Parable: Winds of change blowin' 'round here. People hired, people leaving, upper administration stepping deep in it.
One of the things that is typically misunderstood by outsiders to any bureaucratic culture is the resilience with which such institutional cultures maintain themselves even in the wake of ridiculous "sweeping" top-down change. A lesson I learned from watching Presidential administrations change in D.C. is that, no matter how fiercely or demagogically a new administration trumpets "new brooms" and "the solutions that are all simple if only those lazy long-term workers really wanted to become more efficient", you simply don't change institutional cultures swiftly or from the top-down.
When the greasy little bastard Gingrich went to Washington in '94 on the heels of his "Republican revolution," one of his targets was "all that waste and mismanagement in public broadcasting." This in itself was a cynical lie--public broadcasting represents a microscopic part of the national budget, compared to farm subsidies, corporate bailouts, or, I don't know, failed imperial wars and arms industry corruption--but Gingrich thought he had sussed out that frustration with Clinton amongst the Republican rank-and-file might be usefully unified by victimizing what he perceived to be easy targets.
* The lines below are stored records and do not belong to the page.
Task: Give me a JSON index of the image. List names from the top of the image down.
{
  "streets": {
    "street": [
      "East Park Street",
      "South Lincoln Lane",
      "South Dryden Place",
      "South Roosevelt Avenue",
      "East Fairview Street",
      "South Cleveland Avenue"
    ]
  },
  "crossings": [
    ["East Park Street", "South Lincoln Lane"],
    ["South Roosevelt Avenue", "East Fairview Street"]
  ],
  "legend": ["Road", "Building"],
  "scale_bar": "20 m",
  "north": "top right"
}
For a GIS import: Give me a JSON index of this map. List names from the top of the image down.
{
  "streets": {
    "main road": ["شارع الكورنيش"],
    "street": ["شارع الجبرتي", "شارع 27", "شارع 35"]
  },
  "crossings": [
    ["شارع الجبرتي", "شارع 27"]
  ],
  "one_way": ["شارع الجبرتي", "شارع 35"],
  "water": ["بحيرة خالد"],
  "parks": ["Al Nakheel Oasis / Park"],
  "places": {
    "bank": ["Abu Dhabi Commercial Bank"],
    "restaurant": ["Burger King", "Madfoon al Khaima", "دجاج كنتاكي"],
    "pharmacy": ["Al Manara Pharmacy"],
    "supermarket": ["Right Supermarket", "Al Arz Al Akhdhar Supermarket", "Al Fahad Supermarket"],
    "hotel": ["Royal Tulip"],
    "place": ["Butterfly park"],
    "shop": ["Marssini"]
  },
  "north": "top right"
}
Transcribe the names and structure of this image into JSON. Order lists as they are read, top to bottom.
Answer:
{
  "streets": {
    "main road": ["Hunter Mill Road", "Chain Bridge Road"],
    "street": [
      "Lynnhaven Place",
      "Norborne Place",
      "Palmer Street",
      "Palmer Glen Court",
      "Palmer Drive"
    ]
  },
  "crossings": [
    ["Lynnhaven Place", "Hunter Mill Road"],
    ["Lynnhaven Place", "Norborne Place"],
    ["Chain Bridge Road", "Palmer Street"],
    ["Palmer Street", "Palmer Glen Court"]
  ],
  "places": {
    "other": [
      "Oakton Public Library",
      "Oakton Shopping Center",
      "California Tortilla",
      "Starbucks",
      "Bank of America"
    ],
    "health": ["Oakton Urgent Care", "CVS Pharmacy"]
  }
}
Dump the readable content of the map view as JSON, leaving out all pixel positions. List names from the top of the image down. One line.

So he and his political surrogates (most notoriously, Pat "the Nazi" Buchanan, who never served in the military, very famously capped a rabble-rousing speech by screeching, in paraphrase of Jeb Stuart, "Mount up and ride to the sound of the guns!") blew out a lot of hot air claiming that "cutting the waste" at NPR (sic!!!!) would be all that was needed to fund Reagan-esque tax breaks. This was insanely bad arithmetic.
Interestingly, it also turned out to be very bad politics.
At the time, Dharmonia and I were working in public radio, eking out 7 bucks an hour while slogging to finish graduate degrees. Understandably, Gingrich's rabble-rousing and hate-filled attempt to victimize public broadcasting made a lot of people very scared--they saw their miniscule federal funds being further cut, and they feared that Gingrich's people would succeed in eroding what little public support for broadcasting might still be out there (Gingrich had intentionally and accurately sussed-out that said support was eroding because anybody with any money and political clout was already watching cable TV--and that thus, the only people who cared about educational broadcast TV were poor folks with no clout).
In the event, the reverse happened: there was a HUGE backlash, and the next annual fund-drive raised more money than they had any time in the past 12 years: people out there in the electorate were angered by the blatant and demagogic targeting of a valued arts resource that wasn't actually at fault. One of the clearest indications of all that the American population still cares about public art is that they do push back against cynical and arrogant attempts to falsely victimize those without political power.
The same thing happened all across D.C.: the ideologues and lunatics who rode on Gingrich's greasy coattails thought that the rabble-rousing bullshit that animated their backwards bases could also be used to browbeat long-term career office-holders and administrative staff.
This is stupid. Any career person has seen political appointees, each with their own thoughtful or ignorant, arrogant or sensitive, essentially uninformed outsider's perspective, come in trumpeting their "new broom" reforms. And if those appointees are dumb enough to browbeat and thus alienate the career people, those career people don't have to explicitly defy the top-down directives. All they have to do is put their heads down in their cubicles, do the minimum work necessary on the boneheaded new initiatives to maintain credibility, and wait for the temporary assholes to crash and burn, as they always do (as Gingrich did, as certain parties quite near here will) when their political browbeating runs headlong into the Shoals of Reality.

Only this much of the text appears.